MontyCarloHall|2 years ago
For every researcher whose career is set back due to crappy insurance or an abusive PI, and for whom striking to advocate for better working conditions would be their top priority during a labor dispute, there are far more researchers who are unaffected (or indifferent) to these problems, and for whom finishing their project will always be their top priority. A strike simply won't accomplish anything if only a fraction of workers actually walk out.
data_acquired|2 years ago
But a strike walk-out is one of all kinds of bizarre reasons one ends up getting scooped. Mice get sick, chemical stocks go bad, collaborators leave for personal reasons, etc. etc. Yes, there's a marginal increase in the odds that one gets scooped during a strike. Truth is, when it comes to transitioning to a faculty position (which is the point of a post-doc position), being scooped is really not that much of a deal. Having the big-ass discovery to one's name can help, yes, but what determines one's chances on the faculty market are a panoply of other factors too --- is the university looking for someone with your research profile? Did they have a funding cut? Is your advisor a famous person known to the hiring committee? etc. Fellows on strikes are acutely aware of the risk of getting scooped every minute that is spent away from the bench, but in the balance, its really not foremost on many folks' minds beyond a point.
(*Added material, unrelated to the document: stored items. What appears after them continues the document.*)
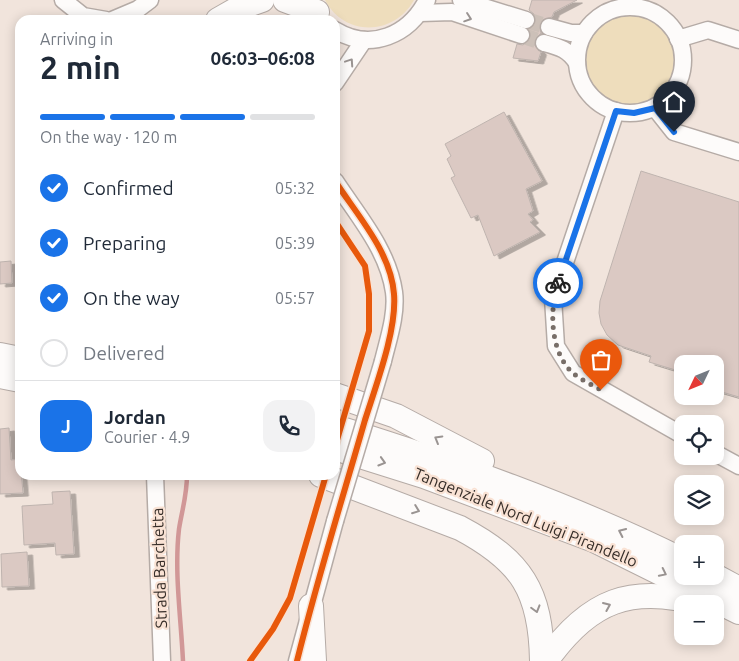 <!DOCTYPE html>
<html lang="en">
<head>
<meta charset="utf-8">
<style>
  :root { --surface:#fff; --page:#f2f2f3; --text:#1f2937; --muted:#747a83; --line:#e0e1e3; --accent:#1a73e8 }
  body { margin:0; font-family:Ubuntu,sans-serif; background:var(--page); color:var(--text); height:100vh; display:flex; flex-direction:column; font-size:19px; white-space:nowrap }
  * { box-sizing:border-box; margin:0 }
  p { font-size:16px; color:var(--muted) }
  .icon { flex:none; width:28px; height:28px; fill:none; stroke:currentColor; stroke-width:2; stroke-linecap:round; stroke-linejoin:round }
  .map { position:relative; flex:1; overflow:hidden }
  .panel { position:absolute; left:15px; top:15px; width:325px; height:465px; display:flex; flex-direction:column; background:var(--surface); border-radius:15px; box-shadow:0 2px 12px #0003 }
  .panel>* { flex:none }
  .needle { width:32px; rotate:227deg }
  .controls { position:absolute; left:674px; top:355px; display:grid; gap:10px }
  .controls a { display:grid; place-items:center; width:50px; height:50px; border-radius:10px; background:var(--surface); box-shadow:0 2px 12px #0003; font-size:25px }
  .pin { position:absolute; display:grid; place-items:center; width:42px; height:42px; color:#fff; margin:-51px -21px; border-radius:50% 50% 50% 0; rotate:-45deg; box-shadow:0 0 5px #0007 }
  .pin .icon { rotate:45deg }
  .courier { position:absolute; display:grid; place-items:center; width:50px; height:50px; margin:-25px; border:4px solid #1a73e8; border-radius:50%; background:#fff; color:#222; box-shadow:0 1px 6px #0007 }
  .headline em { font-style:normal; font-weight:700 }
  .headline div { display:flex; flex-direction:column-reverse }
  .headline { display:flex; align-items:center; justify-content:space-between; height:85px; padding:0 25px }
  h1 { font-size:32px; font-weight:700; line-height:38px }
  .bar { display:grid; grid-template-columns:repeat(4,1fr); gap:8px 5px; align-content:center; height:60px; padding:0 25px }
  .bar i { height:6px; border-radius:4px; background:var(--line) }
  .bar .selected { background:var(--accent) }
  .bar p { grid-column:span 4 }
  .line { display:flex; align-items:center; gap:12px; padding:0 25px; border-top:1px solid var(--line) }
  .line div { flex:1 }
  .round { display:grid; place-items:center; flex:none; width:52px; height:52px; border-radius:15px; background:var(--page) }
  ol { padding:0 25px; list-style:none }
  li { display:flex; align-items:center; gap:15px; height:55px }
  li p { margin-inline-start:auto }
  li .icon { padding:5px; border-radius:50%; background:var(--accent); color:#fff; stroke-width:4 }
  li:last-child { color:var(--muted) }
  li i { width:28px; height:28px; border:2px solid var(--line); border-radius:50% }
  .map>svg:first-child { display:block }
</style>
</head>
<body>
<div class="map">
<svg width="739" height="661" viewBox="0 0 739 661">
  <defs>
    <filter id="shadow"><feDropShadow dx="5.5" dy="3" stdDeviation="0" flood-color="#0004"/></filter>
  </defs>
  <rect width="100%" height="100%" fill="#f1e4dc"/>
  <g fill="#eeddbc">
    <path d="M325,0H414C394,36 344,37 325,0Z"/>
    <circle cx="630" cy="60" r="45"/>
  </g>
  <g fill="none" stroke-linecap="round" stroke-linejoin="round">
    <path stroke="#d19797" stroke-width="4.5" d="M183,661C181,618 174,572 179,529C182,510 187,495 187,475"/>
  </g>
  <g fill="#dbc9c3" stroke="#bfb4af" filter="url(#shadow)">
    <polygon points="532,0 577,0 554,12 552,17 542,20 539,25 541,33 534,41 535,46 541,52 538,61 513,58 517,44 523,45 530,39 529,29 536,22 534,14 529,10"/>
    <polygon points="504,112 542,181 526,189 533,211 528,214 533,220 530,222 540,232 494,256 478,215 471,218 451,178 455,176 447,159 451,156 445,144"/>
    <polygon points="641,171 739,202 739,397 715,390 715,364 682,364 682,372 649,362 651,356 618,345 607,335 601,324 599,313 600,301"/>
    <polygon points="11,261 12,283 0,284 0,262"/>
    <polygon points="9,428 11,460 20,459 23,493 0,494 0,429"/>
    <polygon points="70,491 74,554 56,555 55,543 24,545 22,506 53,504 52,492"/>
    <polygon points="27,552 29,586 2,587 1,554"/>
  </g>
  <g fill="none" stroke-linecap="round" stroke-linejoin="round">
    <g stroke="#ccc0b8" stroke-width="16" stroke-dasharray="16 8" stroke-linecap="butt">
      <polyline points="526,20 549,27"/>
      <polyline points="521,35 544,43"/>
    </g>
    <defs>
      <g id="minor">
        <polyline points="63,0 83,16 106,20"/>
        <polyline points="461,0 526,20"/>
        <circle cx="630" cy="60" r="53"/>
        <polyline points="420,13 452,12 521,35"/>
        <polyline points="112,20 138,9 150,0"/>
        <polyline points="549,27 571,33 584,33"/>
        <path d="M335,30C371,52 409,35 427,0"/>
        <polyline points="678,39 708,30 739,40"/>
        <path d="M544,43C559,47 568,49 577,63"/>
        <polyline points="335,83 364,40"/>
        <polyline points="655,108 674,132 739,152"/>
        <polyline points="616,111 553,298 556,346 573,373 682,435"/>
        <path d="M335,181C358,216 388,250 394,292C397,314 388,340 383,361"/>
        <polyline points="715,453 739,466"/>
        <polyline points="155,475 162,661"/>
        <polyline points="297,661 335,521"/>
      </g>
      <g id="highway">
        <polyline points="285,0 317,12"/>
        <polyline points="218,20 239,8 262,0"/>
        <polyline points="0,355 20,359"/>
        <polyline points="0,376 20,380"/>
        <polyline points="335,395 396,416 482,461"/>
        <path d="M335,427C454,464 571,505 682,560"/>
        <polyline points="335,448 424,476 594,540 739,612"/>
        <path d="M321,475L460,528C522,561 541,591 542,661"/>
        <polyline points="715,576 739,589"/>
        <polyline points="311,606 314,661"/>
        <path d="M546,661C589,600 631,584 703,604"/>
      </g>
    </defs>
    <use href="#minor" stroke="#b5aba6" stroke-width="19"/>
    <use href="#highway" stroke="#b5aba6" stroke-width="26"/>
    <use href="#minor" stroke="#fdfbfa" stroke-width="16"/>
    <use href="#highway" stroke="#fdfbfa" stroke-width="24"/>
    <defs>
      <polyline id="minor-bridge" points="335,521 383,361"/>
    </defs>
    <use href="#minor-bridge" stroke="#b5aba6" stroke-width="19" stroke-linecap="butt"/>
    <use href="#minor-bridge" stroke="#fdfbfa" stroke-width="16"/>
    <defs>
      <g id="cycleway">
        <polyline points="335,221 365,266 369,294 369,331 335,447"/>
        <polyline points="250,661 273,629 290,598 326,475"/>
        <path d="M297,661C317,580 342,500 365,420C376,385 397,330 394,294C391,252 357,215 335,181"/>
      </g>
    </defs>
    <use href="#cycleway" stroke="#f9e2d4" stroke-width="9"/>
    <use href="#cycleway" stroke="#e8590c" stroke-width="6"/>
  </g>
  <defs><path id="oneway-chevron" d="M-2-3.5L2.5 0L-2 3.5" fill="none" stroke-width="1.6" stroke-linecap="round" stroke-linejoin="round" transform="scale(1.25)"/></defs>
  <g stroke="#9a9492">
    <use href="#oneway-chevron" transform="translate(468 18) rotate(19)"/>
    <use href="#oneway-chevron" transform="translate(350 62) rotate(-56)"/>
    <use href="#oneway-chevron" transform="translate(438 439) rotate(-150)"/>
    <use href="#oneway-chevron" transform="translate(382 462) rotate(17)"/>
    <use href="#oneway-chevron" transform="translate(416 510) rotate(21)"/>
    <use href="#oneway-chevron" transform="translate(622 532) rotate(-155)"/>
    <use href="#oneway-chevron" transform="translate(663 573) rotate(26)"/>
    <use href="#oneway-chevron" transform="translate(607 606) rotate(-23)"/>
    <use href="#oneway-chevron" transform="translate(536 609) rotate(74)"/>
  </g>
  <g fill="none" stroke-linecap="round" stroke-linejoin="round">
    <path stroke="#786e68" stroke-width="5" stroke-dasharray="0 9" d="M558,283C549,310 550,354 574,374C582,380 592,385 601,390"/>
    <polyline stroke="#1a73e8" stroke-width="6" points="558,283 616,111 634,113 655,108 674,132"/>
  </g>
  <g text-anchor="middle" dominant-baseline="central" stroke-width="4.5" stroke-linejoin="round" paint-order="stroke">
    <g font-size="16" fill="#372e29" stroke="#f9e2d4">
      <text transform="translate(526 517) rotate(22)">Tangenziale Nord Luigi Pirandello</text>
      <text transform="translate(159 568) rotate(-92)">Strada Barchetta</text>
    </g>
  </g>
</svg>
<div class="controls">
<a><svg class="needle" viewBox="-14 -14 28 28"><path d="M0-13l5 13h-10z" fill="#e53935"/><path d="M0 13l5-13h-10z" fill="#747a83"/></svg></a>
<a><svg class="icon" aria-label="locate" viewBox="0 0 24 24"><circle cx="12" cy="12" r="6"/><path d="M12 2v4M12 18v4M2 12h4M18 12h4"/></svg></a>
<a><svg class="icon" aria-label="layers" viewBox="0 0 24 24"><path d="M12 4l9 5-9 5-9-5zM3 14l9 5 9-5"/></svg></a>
<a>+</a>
<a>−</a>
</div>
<div class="pin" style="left:601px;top:390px;background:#ea580c"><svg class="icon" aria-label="bag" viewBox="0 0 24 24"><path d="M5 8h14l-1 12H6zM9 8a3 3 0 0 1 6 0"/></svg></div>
<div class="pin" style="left:674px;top:132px;background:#1f2937"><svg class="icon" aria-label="home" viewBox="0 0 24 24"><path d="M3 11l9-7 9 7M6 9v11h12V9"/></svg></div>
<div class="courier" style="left:558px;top:283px"><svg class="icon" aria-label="bike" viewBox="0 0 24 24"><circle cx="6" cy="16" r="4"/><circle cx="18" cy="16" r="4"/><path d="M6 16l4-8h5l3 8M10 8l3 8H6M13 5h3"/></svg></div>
<section class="panel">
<div class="headline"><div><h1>2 min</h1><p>Arriving in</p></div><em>06:03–06:08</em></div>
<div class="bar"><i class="selected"></i><i class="selected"></i><i class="selected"></i><i></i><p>On the way · 120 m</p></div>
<ol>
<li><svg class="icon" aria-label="check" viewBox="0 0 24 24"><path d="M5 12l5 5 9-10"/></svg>Confirmed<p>05:32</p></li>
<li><svg class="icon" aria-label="check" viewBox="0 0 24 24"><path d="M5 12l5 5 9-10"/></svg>Preparing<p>05:39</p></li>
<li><svg class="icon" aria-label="check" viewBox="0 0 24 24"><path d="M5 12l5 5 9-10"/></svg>On the way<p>05:57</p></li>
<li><i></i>Delivered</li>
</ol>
<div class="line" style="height:90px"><b class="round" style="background:var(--accent);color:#fff">J</b><div><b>Jordan</b><p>Courier · 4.9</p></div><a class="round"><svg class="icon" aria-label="phone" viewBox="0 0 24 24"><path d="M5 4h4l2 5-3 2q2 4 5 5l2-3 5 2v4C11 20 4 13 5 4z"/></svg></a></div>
</section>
</div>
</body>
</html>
So, worst case, people get scooped in the short run. In the longer run, better pay + insurance means far more talent even considering a post-doc position and academia at all. As for whether unions are the way to do it, one-time mobilizations or strikes or nebulous pressure from the public are not reliable and repeatable interventions as and when new issues arise over time. Like, imagine a scenario where a one-time strike gets media attention, gets people more pay but only for a different administration later to roll things back later when the issue is gone. Unions in the US have legal fiat for ensuring lasting changes to labor contracts and can be a pretty effective intervention for these issues.